A majority of the remaining 120-plus members of the banking alliance, which include banks such as Barclays, HSBC and Santander, voted in favour of the changes.  

Shargiil Bashir, NZBA chair and executive vice-president at First Abu Dhabi Bank, says all sectors, including banking and finance, needed to “commit to moving the needle on emissions reductions”. 

“As the largest global initiative specifically focused on supporting climate mitigation action by banks, NZBA is uniquely positioned to provide practical support to banks navigating the net-zero transition. I welcome the decision by members to progress NZBA into its new chapter.” 

Bashir told The Banker that 90% of the alliance’s members supported the reforms, which he hopes will encourage more banks to sign up.  

Triodos, which describes itself as a sustainable bank, called the revised guidelines “less stringent” and “watered down”. 

Lucie Pinson, director of NGO Reclaim Finance, says the NZBA had taken “a giant leap backwards”. 

“In joining the alliance its members had admitted their responsibility to change the way they do business to accelerate the transition, but now, almost all have voted to say they are just going to follow the emissions trajectory of the economy and no longer feel a responsibility to shape it,” she says. 

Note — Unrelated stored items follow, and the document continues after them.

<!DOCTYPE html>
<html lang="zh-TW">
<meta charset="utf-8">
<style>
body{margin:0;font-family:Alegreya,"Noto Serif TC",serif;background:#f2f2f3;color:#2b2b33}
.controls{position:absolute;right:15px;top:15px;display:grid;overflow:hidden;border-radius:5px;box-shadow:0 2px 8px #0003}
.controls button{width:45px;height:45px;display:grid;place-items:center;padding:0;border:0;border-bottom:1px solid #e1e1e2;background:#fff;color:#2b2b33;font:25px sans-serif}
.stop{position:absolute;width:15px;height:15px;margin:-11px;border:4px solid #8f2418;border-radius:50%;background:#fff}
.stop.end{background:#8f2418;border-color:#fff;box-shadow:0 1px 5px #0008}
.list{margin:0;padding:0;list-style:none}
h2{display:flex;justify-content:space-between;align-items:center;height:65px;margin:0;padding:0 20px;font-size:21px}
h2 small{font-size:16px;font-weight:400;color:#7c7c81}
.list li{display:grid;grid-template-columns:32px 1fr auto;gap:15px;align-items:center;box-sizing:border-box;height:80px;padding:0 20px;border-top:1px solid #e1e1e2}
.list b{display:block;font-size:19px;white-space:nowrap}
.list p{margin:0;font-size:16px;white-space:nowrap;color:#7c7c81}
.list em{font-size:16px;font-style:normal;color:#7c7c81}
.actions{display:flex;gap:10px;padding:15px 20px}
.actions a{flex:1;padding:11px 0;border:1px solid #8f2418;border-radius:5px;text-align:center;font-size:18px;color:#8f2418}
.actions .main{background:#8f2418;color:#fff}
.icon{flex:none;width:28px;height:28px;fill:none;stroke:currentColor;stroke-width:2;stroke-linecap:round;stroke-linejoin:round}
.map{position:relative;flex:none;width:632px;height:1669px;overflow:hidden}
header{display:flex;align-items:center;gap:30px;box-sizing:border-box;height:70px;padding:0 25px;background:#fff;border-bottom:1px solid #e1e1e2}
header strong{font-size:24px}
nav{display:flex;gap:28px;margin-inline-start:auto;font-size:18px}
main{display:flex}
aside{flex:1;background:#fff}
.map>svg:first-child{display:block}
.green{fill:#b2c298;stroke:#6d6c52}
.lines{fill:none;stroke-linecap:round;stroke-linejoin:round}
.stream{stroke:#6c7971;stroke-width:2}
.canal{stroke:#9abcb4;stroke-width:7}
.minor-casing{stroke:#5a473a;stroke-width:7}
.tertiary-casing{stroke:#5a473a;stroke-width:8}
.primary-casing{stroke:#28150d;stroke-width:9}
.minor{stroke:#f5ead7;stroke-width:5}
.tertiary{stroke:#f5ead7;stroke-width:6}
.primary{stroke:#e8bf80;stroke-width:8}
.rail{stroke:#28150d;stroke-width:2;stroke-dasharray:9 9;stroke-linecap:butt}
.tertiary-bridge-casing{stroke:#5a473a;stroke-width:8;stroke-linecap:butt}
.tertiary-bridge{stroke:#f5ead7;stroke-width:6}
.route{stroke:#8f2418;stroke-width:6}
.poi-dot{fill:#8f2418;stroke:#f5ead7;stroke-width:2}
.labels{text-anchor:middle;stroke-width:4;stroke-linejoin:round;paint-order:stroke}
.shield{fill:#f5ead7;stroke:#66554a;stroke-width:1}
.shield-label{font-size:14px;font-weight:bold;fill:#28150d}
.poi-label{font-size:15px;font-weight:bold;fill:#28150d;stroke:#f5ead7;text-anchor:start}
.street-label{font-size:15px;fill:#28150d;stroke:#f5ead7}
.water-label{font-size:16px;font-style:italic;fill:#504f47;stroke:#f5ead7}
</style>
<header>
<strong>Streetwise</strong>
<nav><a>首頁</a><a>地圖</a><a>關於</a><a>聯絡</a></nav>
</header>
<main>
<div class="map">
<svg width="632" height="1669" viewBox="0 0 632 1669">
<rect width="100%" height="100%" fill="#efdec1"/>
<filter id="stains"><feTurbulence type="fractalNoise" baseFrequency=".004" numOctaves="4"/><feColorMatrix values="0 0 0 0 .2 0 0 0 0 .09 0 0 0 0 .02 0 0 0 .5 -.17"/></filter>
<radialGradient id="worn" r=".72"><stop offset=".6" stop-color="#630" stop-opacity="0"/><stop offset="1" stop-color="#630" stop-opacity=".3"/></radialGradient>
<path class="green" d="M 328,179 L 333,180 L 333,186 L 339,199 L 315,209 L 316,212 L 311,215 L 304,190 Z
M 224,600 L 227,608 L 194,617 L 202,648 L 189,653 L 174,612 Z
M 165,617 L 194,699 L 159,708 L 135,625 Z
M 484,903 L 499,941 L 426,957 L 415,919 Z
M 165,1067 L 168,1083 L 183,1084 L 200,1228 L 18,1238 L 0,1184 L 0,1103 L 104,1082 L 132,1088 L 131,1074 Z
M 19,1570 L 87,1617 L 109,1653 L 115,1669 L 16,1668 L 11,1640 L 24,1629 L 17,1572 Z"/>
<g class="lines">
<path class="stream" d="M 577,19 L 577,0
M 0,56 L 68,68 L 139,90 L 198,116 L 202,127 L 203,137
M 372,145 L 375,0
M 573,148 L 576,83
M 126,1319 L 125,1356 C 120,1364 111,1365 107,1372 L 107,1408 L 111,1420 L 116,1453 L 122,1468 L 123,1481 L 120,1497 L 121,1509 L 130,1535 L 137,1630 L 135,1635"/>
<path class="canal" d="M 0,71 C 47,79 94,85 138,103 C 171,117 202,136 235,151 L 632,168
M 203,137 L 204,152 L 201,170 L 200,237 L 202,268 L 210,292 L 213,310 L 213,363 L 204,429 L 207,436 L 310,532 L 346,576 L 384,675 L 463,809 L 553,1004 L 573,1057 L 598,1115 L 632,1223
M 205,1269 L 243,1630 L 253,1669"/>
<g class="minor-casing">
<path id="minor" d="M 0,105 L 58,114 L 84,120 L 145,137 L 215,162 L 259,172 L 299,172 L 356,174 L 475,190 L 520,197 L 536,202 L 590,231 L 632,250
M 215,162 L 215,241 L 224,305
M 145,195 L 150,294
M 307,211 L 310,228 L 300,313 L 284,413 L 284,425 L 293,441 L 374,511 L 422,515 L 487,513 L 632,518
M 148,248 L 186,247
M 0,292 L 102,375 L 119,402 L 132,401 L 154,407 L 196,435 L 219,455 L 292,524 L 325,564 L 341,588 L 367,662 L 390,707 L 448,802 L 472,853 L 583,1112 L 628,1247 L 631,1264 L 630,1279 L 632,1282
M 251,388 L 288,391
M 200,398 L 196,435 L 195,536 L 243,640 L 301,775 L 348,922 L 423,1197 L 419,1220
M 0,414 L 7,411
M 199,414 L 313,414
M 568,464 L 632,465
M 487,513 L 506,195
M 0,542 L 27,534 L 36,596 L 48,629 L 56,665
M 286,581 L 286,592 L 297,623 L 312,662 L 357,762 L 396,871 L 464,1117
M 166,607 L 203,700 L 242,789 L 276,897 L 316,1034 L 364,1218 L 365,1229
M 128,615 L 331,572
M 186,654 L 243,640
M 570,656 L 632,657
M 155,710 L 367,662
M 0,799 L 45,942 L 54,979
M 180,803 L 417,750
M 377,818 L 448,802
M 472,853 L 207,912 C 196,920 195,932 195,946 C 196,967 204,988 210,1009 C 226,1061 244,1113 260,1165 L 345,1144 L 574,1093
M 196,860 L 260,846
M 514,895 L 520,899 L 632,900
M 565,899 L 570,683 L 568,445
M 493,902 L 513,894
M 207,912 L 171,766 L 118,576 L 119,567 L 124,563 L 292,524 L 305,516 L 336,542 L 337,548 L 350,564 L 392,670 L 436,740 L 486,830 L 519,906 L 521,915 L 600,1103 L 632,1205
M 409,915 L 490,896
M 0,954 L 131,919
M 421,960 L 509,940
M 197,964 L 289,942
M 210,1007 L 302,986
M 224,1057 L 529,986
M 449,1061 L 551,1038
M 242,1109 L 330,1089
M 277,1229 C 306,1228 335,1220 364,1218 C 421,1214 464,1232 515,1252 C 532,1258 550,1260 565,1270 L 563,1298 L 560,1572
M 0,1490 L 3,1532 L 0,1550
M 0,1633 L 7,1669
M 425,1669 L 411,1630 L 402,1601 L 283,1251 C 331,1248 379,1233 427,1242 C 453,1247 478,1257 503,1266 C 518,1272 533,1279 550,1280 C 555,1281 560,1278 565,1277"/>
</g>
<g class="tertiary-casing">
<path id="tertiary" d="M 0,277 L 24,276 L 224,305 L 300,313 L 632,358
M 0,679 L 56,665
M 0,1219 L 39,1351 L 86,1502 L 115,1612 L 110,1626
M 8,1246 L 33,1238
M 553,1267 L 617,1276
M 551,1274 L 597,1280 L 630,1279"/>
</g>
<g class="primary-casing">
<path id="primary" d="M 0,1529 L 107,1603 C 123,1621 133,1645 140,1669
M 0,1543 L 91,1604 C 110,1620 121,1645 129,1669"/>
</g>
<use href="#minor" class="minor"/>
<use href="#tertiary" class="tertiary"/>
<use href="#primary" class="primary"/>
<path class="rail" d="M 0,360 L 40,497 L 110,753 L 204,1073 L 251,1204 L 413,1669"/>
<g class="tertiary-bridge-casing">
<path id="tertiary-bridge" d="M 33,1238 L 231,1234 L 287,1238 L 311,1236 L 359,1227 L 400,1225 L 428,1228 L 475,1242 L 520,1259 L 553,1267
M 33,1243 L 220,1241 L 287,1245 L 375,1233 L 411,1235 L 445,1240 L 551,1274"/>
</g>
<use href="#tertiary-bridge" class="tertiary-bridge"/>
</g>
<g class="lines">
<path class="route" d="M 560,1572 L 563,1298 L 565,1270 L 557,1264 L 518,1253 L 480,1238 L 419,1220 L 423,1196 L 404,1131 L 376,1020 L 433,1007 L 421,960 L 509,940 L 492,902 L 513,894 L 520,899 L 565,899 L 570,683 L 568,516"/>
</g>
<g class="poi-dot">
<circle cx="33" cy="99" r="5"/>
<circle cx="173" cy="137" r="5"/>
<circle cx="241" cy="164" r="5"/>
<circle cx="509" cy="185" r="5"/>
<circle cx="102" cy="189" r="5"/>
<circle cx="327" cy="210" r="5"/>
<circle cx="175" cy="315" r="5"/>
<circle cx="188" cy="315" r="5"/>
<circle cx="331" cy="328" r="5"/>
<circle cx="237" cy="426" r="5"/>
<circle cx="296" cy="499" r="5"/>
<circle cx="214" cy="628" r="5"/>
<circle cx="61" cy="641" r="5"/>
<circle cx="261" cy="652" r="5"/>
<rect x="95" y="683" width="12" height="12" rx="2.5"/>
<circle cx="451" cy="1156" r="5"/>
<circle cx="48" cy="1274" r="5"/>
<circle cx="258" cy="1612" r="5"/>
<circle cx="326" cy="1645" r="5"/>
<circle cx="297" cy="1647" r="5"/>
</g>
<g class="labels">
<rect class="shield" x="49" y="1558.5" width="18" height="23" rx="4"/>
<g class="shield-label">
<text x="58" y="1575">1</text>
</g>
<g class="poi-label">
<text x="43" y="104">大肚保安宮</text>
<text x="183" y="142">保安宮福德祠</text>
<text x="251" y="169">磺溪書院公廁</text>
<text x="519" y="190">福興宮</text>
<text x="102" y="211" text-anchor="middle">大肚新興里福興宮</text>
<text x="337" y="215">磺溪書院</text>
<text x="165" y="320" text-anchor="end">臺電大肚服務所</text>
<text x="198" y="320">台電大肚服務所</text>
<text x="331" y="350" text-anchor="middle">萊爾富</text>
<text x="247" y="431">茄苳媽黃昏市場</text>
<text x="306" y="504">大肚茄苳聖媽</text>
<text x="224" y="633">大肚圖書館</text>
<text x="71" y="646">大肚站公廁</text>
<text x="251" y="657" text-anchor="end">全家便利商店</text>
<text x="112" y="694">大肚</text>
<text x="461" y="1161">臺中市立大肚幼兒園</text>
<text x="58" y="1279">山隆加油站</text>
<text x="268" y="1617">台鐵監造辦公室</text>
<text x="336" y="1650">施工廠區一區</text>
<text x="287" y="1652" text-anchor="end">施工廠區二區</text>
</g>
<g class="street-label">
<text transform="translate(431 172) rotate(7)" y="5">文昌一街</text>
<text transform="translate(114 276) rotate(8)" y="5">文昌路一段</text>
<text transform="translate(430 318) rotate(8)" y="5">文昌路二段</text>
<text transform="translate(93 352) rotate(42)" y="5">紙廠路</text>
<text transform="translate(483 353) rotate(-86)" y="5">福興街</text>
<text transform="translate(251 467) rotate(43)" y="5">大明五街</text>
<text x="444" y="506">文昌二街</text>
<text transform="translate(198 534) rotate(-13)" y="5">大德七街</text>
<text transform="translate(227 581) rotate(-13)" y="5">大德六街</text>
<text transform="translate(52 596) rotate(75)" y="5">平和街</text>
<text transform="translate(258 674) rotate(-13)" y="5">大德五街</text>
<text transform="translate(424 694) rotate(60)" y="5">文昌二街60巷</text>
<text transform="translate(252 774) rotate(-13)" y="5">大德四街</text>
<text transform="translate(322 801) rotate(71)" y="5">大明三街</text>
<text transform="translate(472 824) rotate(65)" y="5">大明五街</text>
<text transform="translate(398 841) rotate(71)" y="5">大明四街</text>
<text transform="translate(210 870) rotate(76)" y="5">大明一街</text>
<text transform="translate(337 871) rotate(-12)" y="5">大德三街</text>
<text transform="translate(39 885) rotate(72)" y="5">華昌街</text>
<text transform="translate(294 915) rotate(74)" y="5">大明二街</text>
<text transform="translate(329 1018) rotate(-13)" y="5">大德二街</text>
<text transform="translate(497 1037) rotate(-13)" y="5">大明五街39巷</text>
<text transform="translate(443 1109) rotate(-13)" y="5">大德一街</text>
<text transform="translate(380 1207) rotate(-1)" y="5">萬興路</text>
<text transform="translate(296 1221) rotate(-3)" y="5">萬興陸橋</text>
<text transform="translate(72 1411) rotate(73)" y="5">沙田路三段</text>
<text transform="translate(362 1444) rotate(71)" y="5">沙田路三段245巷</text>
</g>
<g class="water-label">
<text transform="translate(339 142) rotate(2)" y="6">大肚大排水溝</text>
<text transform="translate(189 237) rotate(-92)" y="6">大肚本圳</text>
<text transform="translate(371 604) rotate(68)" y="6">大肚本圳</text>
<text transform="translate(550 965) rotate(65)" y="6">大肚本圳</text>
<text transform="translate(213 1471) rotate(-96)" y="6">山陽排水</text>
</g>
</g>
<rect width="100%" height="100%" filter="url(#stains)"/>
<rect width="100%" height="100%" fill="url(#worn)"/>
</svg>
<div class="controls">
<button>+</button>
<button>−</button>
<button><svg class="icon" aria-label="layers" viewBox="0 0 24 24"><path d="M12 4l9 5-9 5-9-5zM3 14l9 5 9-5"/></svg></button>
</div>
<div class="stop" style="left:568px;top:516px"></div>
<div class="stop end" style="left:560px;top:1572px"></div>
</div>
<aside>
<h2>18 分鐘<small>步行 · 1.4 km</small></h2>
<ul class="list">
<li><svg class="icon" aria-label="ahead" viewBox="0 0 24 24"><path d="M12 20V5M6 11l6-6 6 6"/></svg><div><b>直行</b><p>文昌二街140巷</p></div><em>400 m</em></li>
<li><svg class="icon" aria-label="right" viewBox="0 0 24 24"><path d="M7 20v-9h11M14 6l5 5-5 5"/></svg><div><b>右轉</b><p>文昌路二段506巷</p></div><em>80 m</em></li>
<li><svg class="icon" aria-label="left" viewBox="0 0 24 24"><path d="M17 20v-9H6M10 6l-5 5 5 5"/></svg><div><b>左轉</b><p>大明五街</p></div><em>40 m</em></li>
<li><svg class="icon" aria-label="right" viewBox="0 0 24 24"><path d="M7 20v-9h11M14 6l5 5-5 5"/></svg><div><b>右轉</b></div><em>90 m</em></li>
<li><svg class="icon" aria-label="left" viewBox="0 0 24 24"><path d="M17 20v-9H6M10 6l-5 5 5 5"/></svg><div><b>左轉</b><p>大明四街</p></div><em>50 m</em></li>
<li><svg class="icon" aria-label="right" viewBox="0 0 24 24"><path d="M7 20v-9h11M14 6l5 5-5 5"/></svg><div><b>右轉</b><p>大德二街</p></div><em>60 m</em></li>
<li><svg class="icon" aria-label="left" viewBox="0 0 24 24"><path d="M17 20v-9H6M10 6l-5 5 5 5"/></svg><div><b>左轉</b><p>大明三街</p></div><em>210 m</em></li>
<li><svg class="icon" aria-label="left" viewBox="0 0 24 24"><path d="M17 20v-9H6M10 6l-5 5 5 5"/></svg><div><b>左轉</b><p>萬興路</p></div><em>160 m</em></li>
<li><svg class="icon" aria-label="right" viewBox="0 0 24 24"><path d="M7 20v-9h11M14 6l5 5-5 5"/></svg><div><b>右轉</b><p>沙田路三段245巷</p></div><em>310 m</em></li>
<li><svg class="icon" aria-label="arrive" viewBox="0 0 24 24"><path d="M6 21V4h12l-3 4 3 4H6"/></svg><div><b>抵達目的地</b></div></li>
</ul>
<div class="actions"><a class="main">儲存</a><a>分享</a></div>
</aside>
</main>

The vote of each individual member bank remains secret. Reclaim Finance is calling on each NZBA member to “declare its own position”. 

Climate groups said that an anti-ESG sentiment had forced the hand of US banks to leave the organisation.  

US President Donald Trump has pivoted away from his predecessor Joe Biden’s push towards achieving net zero, pulling the US out of the 2015 Paris Agreement – the main international treaty on climate change – and encouraging the use and production of fossil fuels. 

Reclaim Finance accuses the banks of abandoning “their climate commitments apparently in fear of criticism from the incoming Trump administration”.